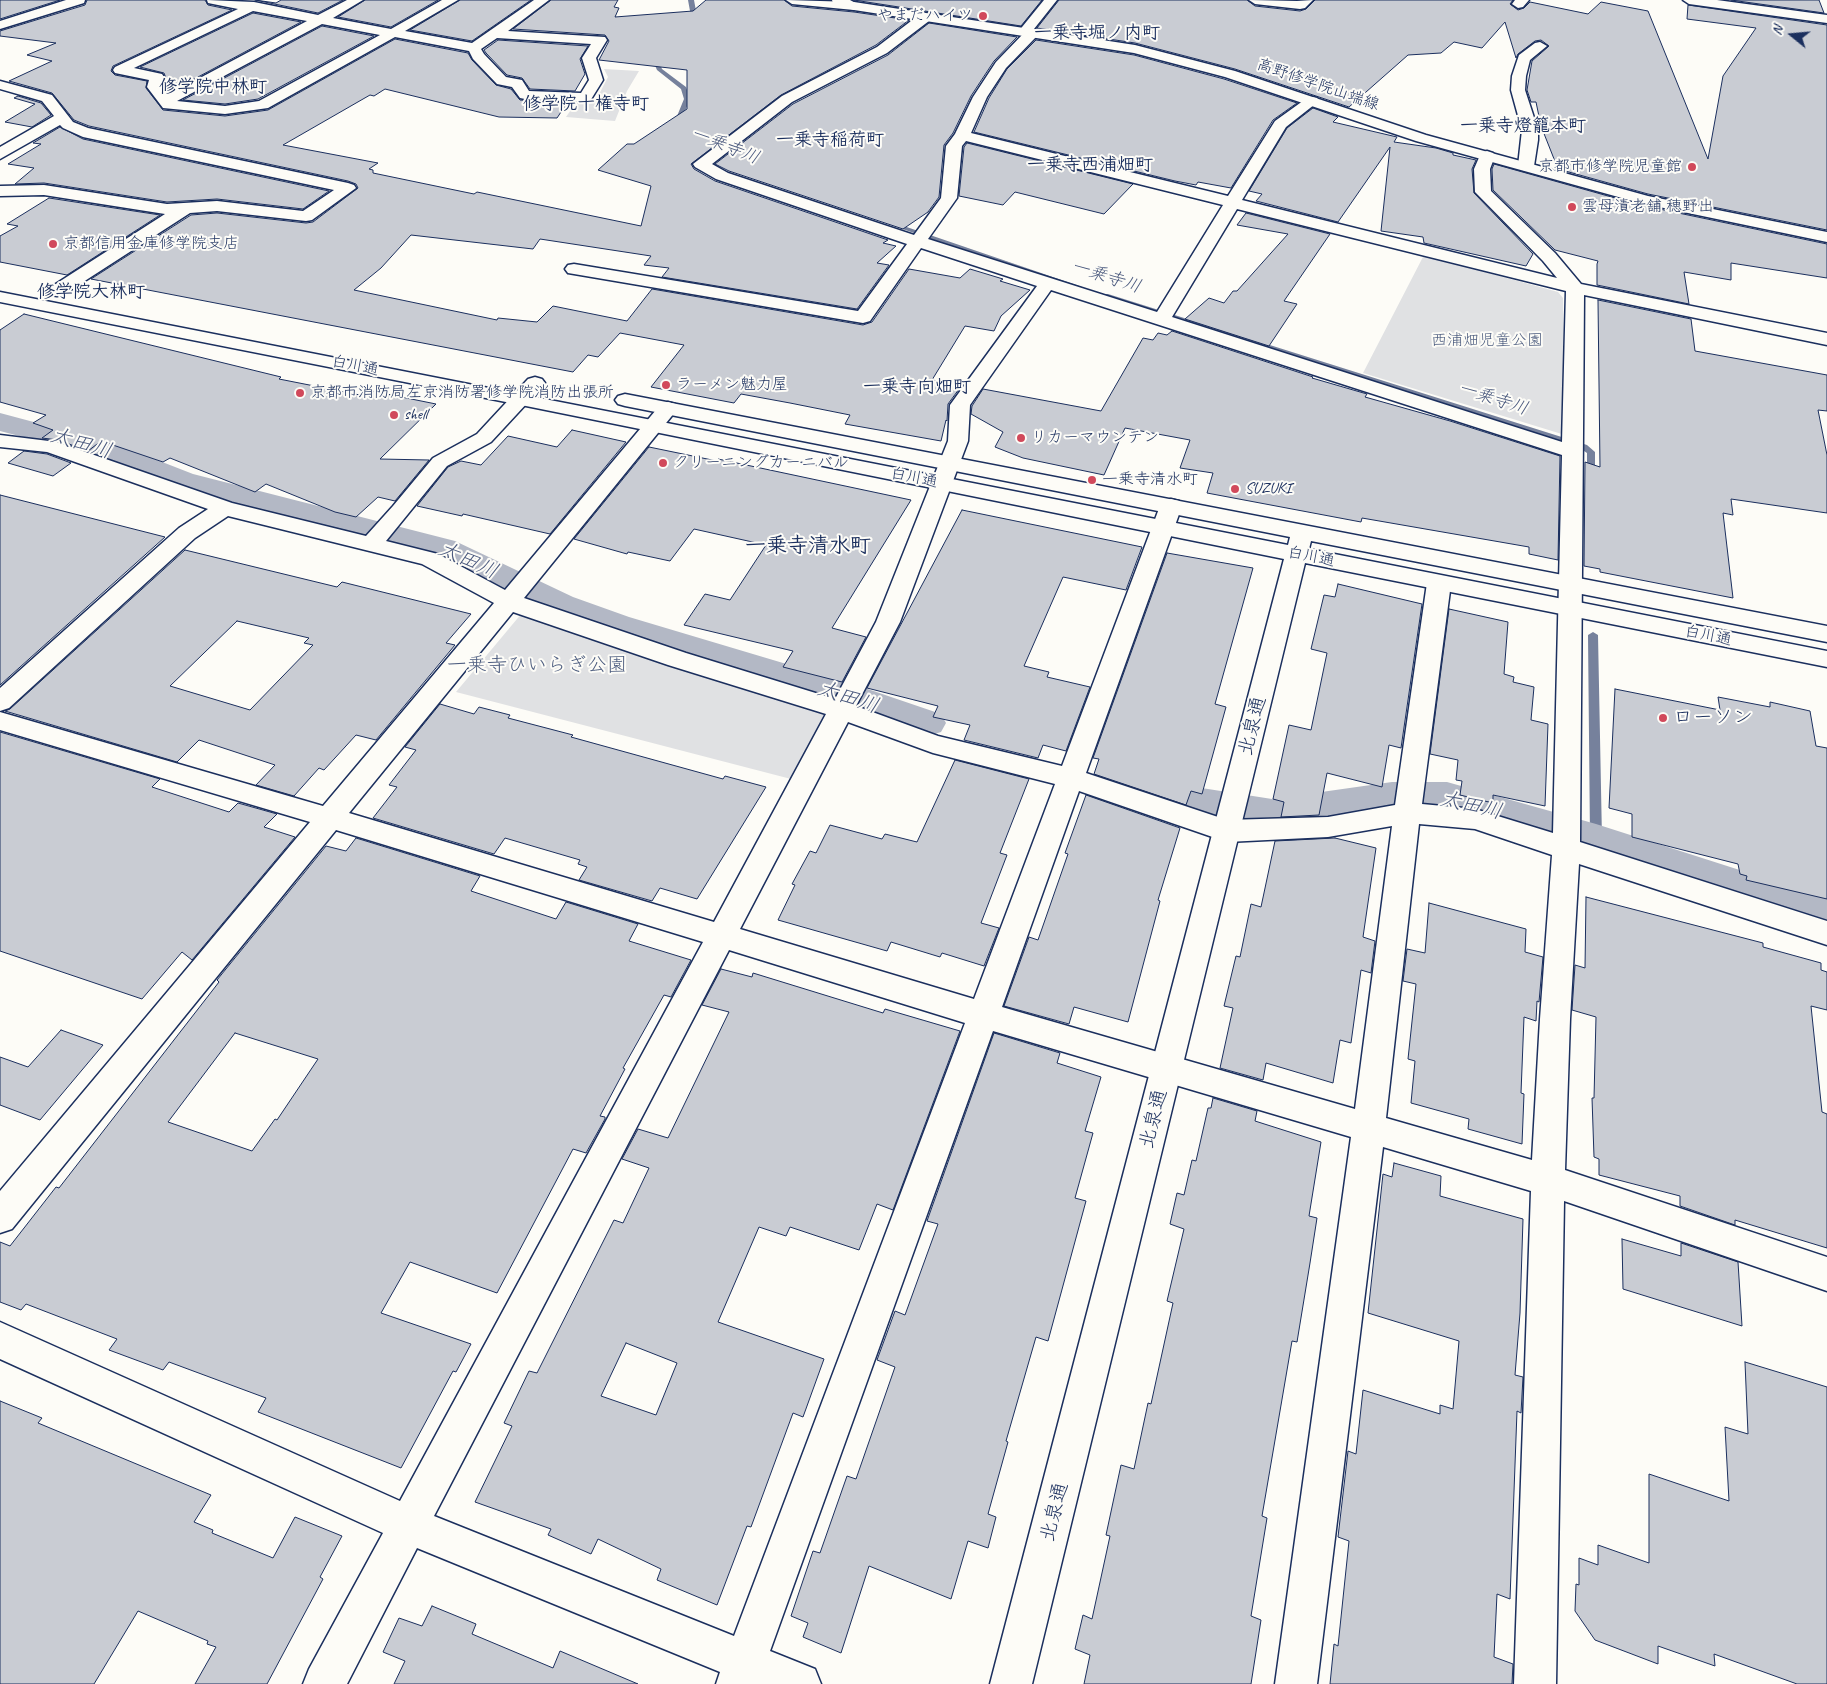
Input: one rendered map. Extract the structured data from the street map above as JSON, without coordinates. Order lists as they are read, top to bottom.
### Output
{
  "streets": {
    "street": ["高野修学院山端線", "白川通", "北泉通"]
  },
  "crossings": [
    ["白川通", "北泉通"]
  ],
  "districts": [
    "一乗寺堀ノ内町",
    "修学院中林町",
    "修学院十権寺町",
    "一乗寺燈籠本町",
    "一乗寺稲荷町",
    "一乗寺西浦畑町",
    "修学院大林町",
    "一乗寺向畑町",
    "一乗寺清水町"
  ],
  "water": ["一乗寺川", "太田川"],
  "parks": ["西浦畑児童公園", "一乗寺ひいらぎ公園"],
  "places": [
    "やまだハイツ",
    "京都市修学院児童館",
    "雲母漬老舗 穂野出",
    "京都信用金庫修学院支店",
    "ラーメン魅力屋",
    "京都市消防局左京消防署修学院消防出張所",
    "shell",
    "リカーマウンテン",
    "クリーニングカーニバル",
    "一乗寺清水町",
    "SUZUKI",
    "ローソン"
  ],
  "north": "left"
}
====
**AIM OF THE TASK**
Return every record exactly. Pictures stay out.

**TASK RESPONSE**
Input: one rendered map. Extract the structured data from the street map above as JSON, without coordinates. Order lists as they are read, top to bottom.
### Output
{
  "streets": {
    "street": ["高野修学院山端線", "白川通", "北泉通"]
  },
  "crossings": [
    ["白川通", "北泉通"]
  ],
  "districts": [
    "一乗寺堀ノ内町",
    "修学院中林町",
    "修学院十権寺町",
    "一乗寺燈籠本町",
    "一乗寺稲荷町",
    "一乗寺西浦畑町",
    "修学院大林町",
    "一乗寺向畑町",
    "一乗寺清水町"
  ],
  "water": ["一乗寺川", "太田川"],
  "parks": ["西浦畑児童公園", "一乗寺ひいらぎ公園"],
  "places": [
    "やまだハイツ",
    "京都市修学院児童館",
    "雲母漬老舗 穂野出",
    "京都信用金庫修学院支店",
    "ラーメン魅力屋",
    "京都市消防局左京消防署修学院消防出張所",
    "shell",
    "リカーマウンテン",
    "クリーニングカーニバル",
    "一乗寺清水町",
    "SUZUKI",
    "ローソン"
  ],
  "north": "left"
}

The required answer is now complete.